Nerolio. Drama in three subjective or highly daring acts. Black oil.
Act I: Iron and sun. Humanity.
A Poet admires what the Mediterranean triangle offers from the common windows of a second-class carriage. Sea, illegal constructions, oranges, thorns. Inside the welcoming public lounge of the railways, there is or passes some young man, some military person, some lover. The Poet settles in a hotel imposed on him more by the last name he bears than by the possibility of going there. It's a place that feels constricting to him. He prefers to abandon these bourgeois-flavored amenities to embrace those common experiences he so loves. He prefers them. Some boys play soccer on a makeshift field on the outskirts. He wants to feel their flesh, their smells, he wants to chew their life. He wants them. They are his.
Act II: Sea and rain. Flesh.
The Poet suffers in his house. His latest film work has been scourged by the poisoned arrows of critics and censorship. Better a great white shark terrorizing a quiet corner of America. A student needs the Poet and tries to curry favor with him using less than credible methods. The Poet is not stupid, and if someone enters his cage, they must deal with him. He wants flesh to kiss, to lick, to violate, but gently. He will have it. He wants to forget and meditate. Love does not exist. The sea grows thanks to the rain, and there he is admiring the spectacle.
Intermezzo with accordion and a flask of wine
Act III: Spaghetti and dust. Death.
The Poet wants to annul himself. And he decides to do so in his own way. He drives his car through the illuminated and deserted streets of a big city. He picks up a handsome young man from the squalor of a station bar. He wants to make him an actor, he wants to make him famous, he wants to make him his own. The young man accepts but is hungry. He is satisfied in a trattoria where the Poet is a welcome guest. To become an actor, however, one must "pay a small fee." The young man considers it but believes he doesn't have the guts. The Poet wants to probe him but is rejected. He gets angry, rants, attacks. The Poet has strength, possesses excellent reflexes, and a fairly toned body. However, he is stopped by a wooden stick that strikes him multiple times. The young man is alone. Strange. The Poet mingles with his blood and lies in the dust of a God-forsaken soccer field. It will be talked about for decades and is still talked about.
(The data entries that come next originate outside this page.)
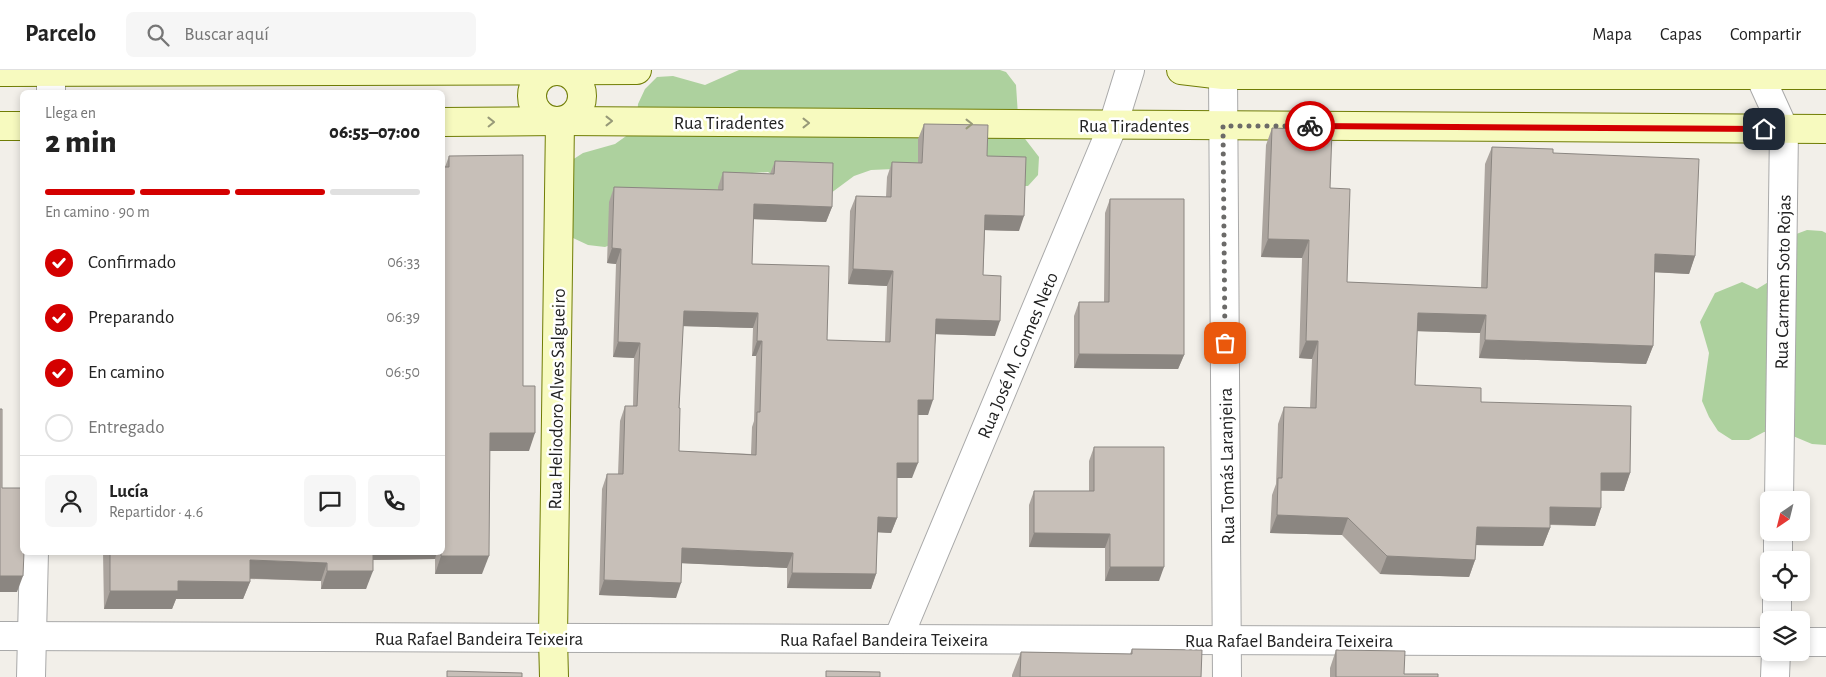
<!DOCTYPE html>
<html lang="es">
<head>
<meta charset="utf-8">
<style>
  body { margin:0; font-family:"Alegreya Sans",sans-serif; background:#f6f6f6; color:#222; height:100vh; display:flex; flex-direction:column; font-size:19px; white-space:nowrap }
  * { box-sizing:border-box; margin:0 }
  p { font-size:16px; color:#767676 }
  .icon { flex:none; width:28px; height:28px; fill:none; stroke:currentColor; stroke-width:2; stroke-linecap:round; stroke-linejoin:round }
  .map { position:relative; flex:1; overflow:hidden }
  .sheet { position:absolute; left:20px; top:20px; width:425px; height:465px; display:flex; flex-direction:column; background:#fff; border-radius:8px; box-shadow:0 2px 8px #0003 }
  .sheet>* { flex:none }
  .needle { width:32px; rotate:215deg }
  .controls { position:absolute; left:1760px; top:421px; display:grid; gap:10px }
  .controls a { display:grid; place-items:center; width:50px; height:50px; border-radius:8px; background:#fff; box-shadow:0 2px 8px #0003; font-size:25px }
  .pin { position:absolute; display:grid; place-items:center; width:42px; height:42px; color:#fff; margin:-21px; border-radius:10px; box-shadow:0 2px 8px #0006 }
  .courier { position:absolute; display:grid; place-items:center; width:50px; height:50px; margin:-25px; border:4px solid #d40000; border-radius:50%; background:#fff; color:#222; box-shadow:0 1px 6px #0007 }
  .headline em { font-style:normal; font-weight:800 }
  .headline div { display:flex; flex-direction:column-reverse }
  .headline { display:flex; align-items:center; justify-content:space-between; height:85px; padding:0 25px }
  h1 { font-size:32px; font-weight:800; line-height:38px }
  .bar { display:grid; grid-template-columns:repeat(4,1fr); gap:8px 5px; align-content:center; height:60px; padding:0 25px }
  .bar i { height:6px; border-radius:4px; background:#e0e0e0 }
  .bar .active { background:#d40000 }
  .bar p { grid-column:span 4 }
  .line { display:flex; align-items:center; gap:12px; padding:0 25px; border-top:1px solid #e0e0e0 }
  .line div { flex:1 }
  .round { display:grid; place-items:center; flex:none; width:52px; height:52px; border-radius:8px; background:#f6f6f6 }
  ol { padding:0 25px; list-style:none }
  li { display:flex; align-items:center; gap:15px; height:55px }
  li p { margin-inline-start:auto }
  li .icon { padding:5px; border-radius:50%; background:#d40000; color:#fff; stroke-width:4 }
  li:last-child { color:#767676 }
  li i { width:28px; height:28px; border:2px solid #e0e0e0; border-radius:50% }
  header { display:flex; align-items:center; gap:30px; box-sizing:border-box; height:70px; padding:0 25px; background:#fff; border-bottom:1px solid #e0e0e0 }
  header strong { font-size:24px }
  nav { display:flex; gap:28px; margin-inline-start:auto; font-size:18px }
  .search { width:350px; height:45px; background:#f6f6f6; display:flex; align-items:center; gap:12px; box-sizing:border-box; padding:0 18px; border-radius:8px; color:#767676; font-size:19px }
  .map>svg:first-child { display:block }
  .forest { fill:#add19e }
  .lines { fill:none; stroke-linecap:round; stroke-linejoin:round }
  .street-casing { stroke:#a9a9a9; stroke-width:30 }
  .secondary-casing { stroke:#707d05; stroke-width:30 }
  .street { stroke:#fff; stroke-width:28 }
  .secondary { stroke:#f7fabf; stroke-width:28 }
  .wall { fill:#aba49e; fill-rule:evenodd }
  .shaded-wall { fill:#8b8681 }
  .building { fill:#c7bfb8; stroke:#8b8681; fill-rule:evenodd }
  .oneway { stroke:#979978 }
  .done { stroke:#6b6a68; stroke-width:5; stroke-dasharray:0 9 }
  .route { stroke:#d40000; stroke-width:6 }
  .labels { text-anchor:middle; stroke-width:5; stroke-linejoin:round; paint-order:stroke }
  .street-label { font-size:19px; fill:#222; stroke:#fff }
</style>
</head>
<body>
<header>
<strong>Parcelo</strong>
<div class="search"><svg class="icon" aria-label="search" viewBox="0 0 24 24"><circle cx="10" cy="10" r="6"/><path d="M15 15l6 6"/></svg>Buscar aquí</div>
<nav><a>Mapa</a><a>Capas</a><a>Compartir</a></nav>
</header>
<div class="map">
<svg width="1826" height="607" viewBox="0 0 1826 607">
  <rect width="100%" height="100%" fill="#f2efe9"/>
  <g class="forest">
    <path d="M 739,0 L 1000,0 L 1006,2 L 1016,15 L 1019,61 L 1039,87 L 1038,105 L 1028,116 L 1012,116 L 940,97 L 871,100 L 854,106 L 827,126 L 811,129 L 768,102 L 752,103 L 745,118 L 637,165 L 605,177 L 588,175 L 573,168 L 563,156 L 569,92 L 583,83 L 615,74 L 629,64 L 637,50 L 638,34 L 645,19 L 657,7 L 673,6 L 705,15 Z"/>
    <path d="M 1807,160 L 1822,161 L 1826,163 L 1826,375 L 1812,374 L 1781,361 L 1764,362 L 1749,370 L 1732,370 L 1718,361 L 1709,347 L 1702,331 L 1709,283 L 1700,252 L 1715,223 L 1742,212 L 1757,219 L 1770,211 L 1791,166 Z"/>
  </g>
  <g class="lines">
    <g class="street-casing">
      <g id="street">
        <path d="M 1760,0 L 1759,4 L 1784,59 L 1779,430"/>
        <path d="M 1223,5 L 1227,607"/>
        <path d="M 51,22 L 51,0"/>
        <path d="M 1778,490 L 1778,462"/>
        <path d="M 1777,550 L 1777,522"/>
        <path d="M 0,566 L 1769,572"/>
        <path d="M 898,569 L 1113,55 L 1130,0"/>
        <path d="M 1801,572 L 1826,572"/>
        <path d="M 31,607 L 34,482"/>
        <path d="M 1775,607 L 1776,582"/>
      </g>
    </g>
    <g class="secondary-casing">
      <g id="secondary">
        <path d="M 1181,0 L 1223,5 L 1826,5"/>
        <circle cx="557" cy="26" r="25"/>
        <path d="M 0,2 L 637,0"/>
        <path d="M 442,52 L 560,51 L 1826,59"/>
        <path d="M 0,56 L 22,56"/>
        <path d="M 554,607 L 553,568 L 560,51"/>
      </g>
    </g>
    <use href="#street" class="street"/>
    <use href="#secondary" class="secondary"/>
  </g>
  <g class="wall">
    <path d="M 924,54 L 987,86 L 1019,161 L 985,160 L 983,205 L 995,266 L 936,264 L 928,345 L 918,345 L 912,408 L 897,408 L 897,448 L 891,463 L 877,462 L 876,504 L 871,519 L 787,518 L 787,498 L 682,493 L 676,528 L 599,525 L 602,419 L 607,404 L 618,404 L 620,351 L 625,336 L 633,336 L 634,288 L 613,287 L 616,194 L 607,193 L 609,132 L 614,117 L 718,120 L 718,117 L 723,102 L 770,104 L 775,91 L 832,137 L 826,152 L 753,149 L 752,194 L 827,270 L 885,272 L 887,216 L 848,214 L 850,141 L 856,126 L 886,127 L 887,107 L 892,92 L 918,93 L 918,69 ZM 683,256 L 753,258 L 752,286 L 756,286 L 754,351 L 752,357 L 751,384 L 679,381 L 679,338 Z"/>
    <path d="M 1272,58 L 1330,118 L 1347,212 L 1481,218 L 1485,94 L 1492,77 L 1553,83 L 1695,186 L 1689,204 L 1655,202 L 1653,276 L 1646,294 L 1479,288 L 1480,263 L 1417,261 L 1415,315 L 1481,332 L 1630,403 L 1624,421 L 1601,421 L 1601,438 L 1595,456 L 1550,455 L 1550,458 L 1543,476 L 1476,475 L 1475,490 L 1469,507 L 1380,504 L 1342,465 L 1270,463 L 1272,425 L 1276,414 L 1278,354 L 1284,337 L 1310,338 L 1312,289 L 1299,288 L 1302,188 L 1261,187 L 1266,75 Z"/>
    <path d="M 449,86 L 523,316 L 529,381 L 490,381 L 482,504 L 435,504 L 435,489 L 373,490 L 366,519 L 321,519 L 321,511 L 250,509 L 250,512 L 243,529 L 176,529 L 172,539 L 104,539 L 103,482 L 442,482 L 445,97 Z"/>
    <path d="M 1110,129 L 1184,285 L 1178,299 L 1074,298 L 1074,246 L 1079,232 L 1104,232 L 1105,143 Z"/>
    <path d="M 1094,377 L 1159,511 L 1105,511 L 1105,478 L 1029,477 L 1029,435 L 1034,421 L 1089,421 L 1089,391 Z"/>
    <path d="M 1132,579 L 1201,607 L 1012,607 L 1012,605 L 1021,582 L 1130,584 Z"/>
    <path d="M 1336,580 L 1404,604 L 1438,607 L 1330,607 L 1330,598 Z"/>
  </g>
  <g class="shaded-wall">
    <path d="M 754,134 L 832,137 L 826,152 L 748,149 Z"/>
    <path d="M 985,145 L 1024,146 L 1019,161 L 980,160 Z"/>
    <path d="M 1268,169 L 1309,170 L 1302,188 L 1261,187 Z"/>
    <path d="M 612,178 L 621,179 L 616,194 L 607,193 Z"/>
    <path d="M 1655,184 L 1695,186 L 1689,204 L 1649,202 Z"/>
    <path d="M 853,199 L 893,201 L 887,216 L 848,214 Z"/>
    <path d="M 684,241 L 758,243 L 753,258 L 679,256 Z"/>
    <path d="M 1418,243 L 1486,245 L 1480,263 L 1412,261 Z"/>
    <path d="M 936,249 L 1000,251 L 995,266 L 931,264 Z"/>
    <path d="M 1485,270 L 1653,276 L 1646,294 L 1479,288 Z"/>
    <path d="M 757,271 L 762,271 L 756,286 L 752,286 Z"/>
    <path d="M 1306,271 L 1318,271 L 1312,289 L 1299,288 Z"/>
    <path d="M 618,272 L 640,273 L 634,288 L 613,287 Z"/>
    <path d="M 1079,284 L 1184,285 L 1178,299 L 1074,298 Z"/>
    <path d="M 918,330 L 933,330 L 928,345 L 913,345 Z"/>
    <path d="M 490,363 L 535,363 L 529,381 L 483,381 Z"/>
    <path d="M 897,393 L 918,393 L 912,408 L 892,408 Z"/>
    <path d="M 1601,403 L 1630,403 L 1624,421 L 1595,420 Z"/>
    <path d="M 1550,437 L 1601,438 L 1595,456 L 1544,454 Z"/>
    <path d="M 1277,445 L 1348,448 L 1342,465 L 1270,463 Z"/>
    <path d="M 878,447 L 897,448 L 891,463 L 872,462 Z"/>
    <path d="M 1477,457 L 1550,458 L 1543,476 L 1470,475 Z"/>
    <path d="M 1034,463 L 1110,464 L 1105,478 L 1029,477 Z"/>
    <path d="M 682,478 L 793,483 L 787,498 L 677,493 Z"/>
    <path d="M 369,482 L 437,482 L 435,489 L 366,490 Z"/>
    <path d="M 441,486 L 489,486 L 482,504 L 435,504 Z"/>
    <path d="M 1387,486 L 1475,490 L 1469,507 L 1380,504 Z"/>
    <path d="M 250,490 L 327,493 L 321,511 L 243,508 Z"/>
    <path d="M 1110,497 L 1164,497 L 1159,511 L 1105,511 Z"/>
    <path d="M 327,501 L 373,501 L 366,519 L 321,519 Z"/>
    <path d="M 792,503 L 876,504 L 871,519 L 787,518 Z"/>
    <path d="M 0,506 L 23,506 L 17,522 L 0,522 Z"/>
    <path d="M 604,510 L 681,513 L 676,528 L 599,525 Z"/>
    <path d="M 178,511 L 250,512 L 243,529 L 176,529 L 172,539 L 104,539 L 110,521 Z"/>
  </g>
  <g class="building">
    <path d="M 924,54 L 988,55 L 987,86 L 1026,87 L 1024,146 L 985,145 L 983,205 L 1001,206 L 1000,251 L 936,249 L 933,330 L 918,330 L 918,393 L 897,393 L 897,448 L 878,447 L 876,504 L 792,503 L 793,483 L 682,478 L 681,513 L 604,510 L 607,404 L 623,404 L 625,336 L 637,336 L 640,273 L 618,272 L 621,179 L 612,178 L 614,117 L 723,120 L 723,102 L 774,104 L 775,91 L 833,93 L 832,137 L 754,134 L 752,194 L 829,196 L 827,270 L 890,272 L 893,201 L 853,199 L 856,126 L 891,127 L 892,92 L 922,93 ZM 684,241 L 758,243 L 757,271 L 762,271 L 760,342 L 757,342 L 756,385 L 679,381 L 680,338 L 679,338 Z"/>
    <path d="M 1272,58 L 1332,60 L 1330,118 L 1350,119 L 1347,212 L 1487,218 L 1492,77 L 1553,79 L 1553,83 L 1699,89 L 1695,186 L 1655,184 L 1653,276 L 1485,270 L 1486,245 L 1418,243 L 1415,315 L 1481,318 L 1481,332 L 1631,336 L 1630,403 L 1601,403 L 1601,438 L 1550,437 L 1550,458 L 1477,457 L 1475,490 L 1387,486 L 1348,448 L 1277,445 L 1278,408 L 1282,408 L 1284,337 L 1316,338 L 1318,271 L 1306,271 L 1309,170 L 1268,169 Z"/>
    <path d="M 523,85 L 523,316 L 535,316 L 535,363 L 490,363 L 489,486 L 441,486 L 441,482 L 442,482 L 442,97 L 449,97 L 449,86 Z"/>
    <path d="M 1110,129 L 1184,129 L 1184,285 L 1079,284 L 1079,232 L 1109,232 Z"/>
    <path d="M 0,339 L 2,339 L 2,418 L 22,418 L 22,482 L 24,482 L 23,506 L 0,506 Z"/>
    <path d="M 1094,377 L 1164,377 L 1164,497 L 1110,497 L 1110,464 L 1034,463 L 1034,421 L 1094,421 Z"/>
    <path d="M 110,482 L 373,482 L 373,501 L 327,501 L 327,493 L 250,490 L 250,512 L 178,511 L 178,521 L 110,521 Z"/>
    <path d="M 1132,579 L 1202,580 L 1201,607 L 1020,607 L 1021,582 L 1132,584 Z"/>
    <path d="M 1336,580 L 1405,581 L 1404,604 L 1438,604 L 1438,607 L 1336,607 Z"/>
    <path d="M 447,601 L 522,603 L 522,607 L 447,607 Z"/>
    <path d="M 826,601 L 880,602 L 880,607 L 826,607 Z"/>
  </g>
  <defs><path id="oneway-chevron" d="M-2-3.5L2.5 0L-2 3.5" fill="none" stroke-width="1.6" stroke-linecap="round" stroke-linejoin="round" transform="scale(1.25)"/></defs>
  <g class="oneway">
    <use href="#oneway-chevron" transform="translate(609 51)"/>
    <use href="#oneway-chevron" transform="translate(491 52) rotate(-1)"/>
    <use href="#oneway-chevron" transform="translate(806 53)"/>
    <use href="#oneway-chevron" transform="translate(969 54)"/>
  </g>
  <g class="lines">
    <path class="done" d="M 1225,273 L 1223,56 L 1310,56"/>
    <path class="route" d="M 1310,56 L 1764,59"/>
  </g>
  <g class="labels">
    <g class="street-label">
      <text x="729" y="59">Rua Tiradentes</text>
      <text x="1134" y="62">Rua Tiradentes</text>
      <text transform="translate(1782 212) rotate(-89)" y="7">Rua Carmem Soto Rojas</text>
      <text transform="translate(1017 285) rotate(-67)" y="7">Rua José M. Gomes Neto</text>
      <text transform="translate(556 329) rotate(-89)" y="7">Rua Heliodoro Alves Salgueiro</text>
      <text transform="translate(1226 396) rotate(-91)" y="7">Rua Tomás Laranjeira</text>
      <text x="479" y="575">Rua Rafael Bandeira Teixeira</text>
      <text x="884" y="576">Rua Rafael Bandeira Teixeira</text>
      <text x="1289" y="577">Rua Rafael Bandeira Teixeira</text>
    </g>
  </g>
</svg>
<div class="controls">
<a><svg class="needle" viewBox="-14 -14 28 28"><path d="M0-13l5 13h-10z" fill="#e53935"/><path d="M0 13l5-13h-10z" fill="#767676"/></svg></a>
<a><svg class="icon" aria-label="locate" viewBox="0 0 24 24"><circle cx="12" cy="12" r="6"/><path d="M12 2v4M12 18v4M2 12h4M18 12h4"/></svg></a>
<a><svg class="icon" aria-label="layers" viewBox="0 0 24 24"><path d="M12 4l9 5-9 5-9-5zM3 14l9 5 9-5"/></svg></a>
</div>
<div class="pin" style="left:1225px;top:273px;background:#ea580c"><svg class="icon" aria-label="bag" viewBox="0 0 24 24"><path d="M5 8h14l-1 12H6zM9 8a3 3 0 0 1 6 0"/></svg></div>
<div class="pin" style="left:1764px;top:59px;background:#1f2937"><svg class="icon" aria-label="home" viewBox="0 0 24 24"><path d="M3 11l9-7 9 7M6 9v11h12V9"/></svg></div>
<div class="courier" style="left:1310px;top:56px"><svg class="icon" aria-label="bike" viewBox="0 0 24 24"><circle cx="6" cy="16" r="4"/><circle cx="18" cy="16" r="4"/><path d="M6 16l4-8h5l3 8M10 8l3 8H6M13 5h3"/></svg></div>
<section class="sheet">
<div class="headline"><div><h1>2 min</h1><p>Llega en</p></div><em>06:55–07:00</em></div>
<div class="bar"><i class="active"></i><i class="active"></i><i class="active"></i><i></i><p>En camino · 90 m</p></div>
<ol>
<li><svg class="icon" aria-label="check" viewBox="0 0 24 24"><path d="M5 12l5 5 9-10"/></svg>Confirmado<p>06:33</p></li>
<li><svg class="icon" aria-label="check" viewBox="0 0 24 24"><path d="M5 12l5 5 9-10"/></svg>Preparando<p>06:39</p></li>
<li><svg class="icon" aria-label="check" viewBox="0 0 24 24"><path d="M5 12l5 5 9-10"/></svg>En camino<p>06:50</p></li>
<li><i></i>Entregado</li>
</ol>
<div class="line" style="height:90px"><a class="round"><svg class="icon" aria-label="person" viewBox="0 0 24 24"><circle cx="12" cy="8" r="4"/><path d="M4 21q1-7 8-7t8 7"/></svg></a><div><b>Lucía</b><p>Repartidor · 4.6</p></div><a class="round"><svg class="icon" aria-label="chat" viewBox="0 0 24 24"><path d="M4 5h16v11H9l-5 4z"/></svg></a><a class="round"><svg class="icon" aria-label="phone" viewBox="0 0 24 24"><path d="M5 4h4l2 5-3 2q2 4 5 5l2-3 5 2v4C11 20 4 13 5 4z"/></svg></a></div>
</section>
</div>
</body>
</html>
Aurelio Grimaldi produces a semi-personal reinterpretation of the not easily comprehensible and declaimable sexual sphere of Pier Paolo Pasolini. The result is a difficult demonstration of courage. The film was, as obviously predictable, lambasted by family members and Pasolini admirers, almost completely ostracized by cinema distribution circuits, and no less stabbed by criticism. However, it must also be said that in this work the other side of Pasolini is shown, the darker, more internal one, not exactly hidden but certainly the most intense and difficult to tell. Moreover, Grimaldi is a great admirer of Pasolini, and this is guaranteed by the other portrait in "Un mondo d'amore" and the remake of "Mamma Roma" with "Rosa Funzeca". Beautiful cinematography by Maurizio Calvesi with a ruthless black and white that strikes in every sequence, and the sparse but essential music of Maria Soldatini does not go unnoticed. Very beautiful and poetic the transition scene between two episodes of the solitary accordion player. A pity for the too many words of a more vulgar than demotic matrix that fill the second episode.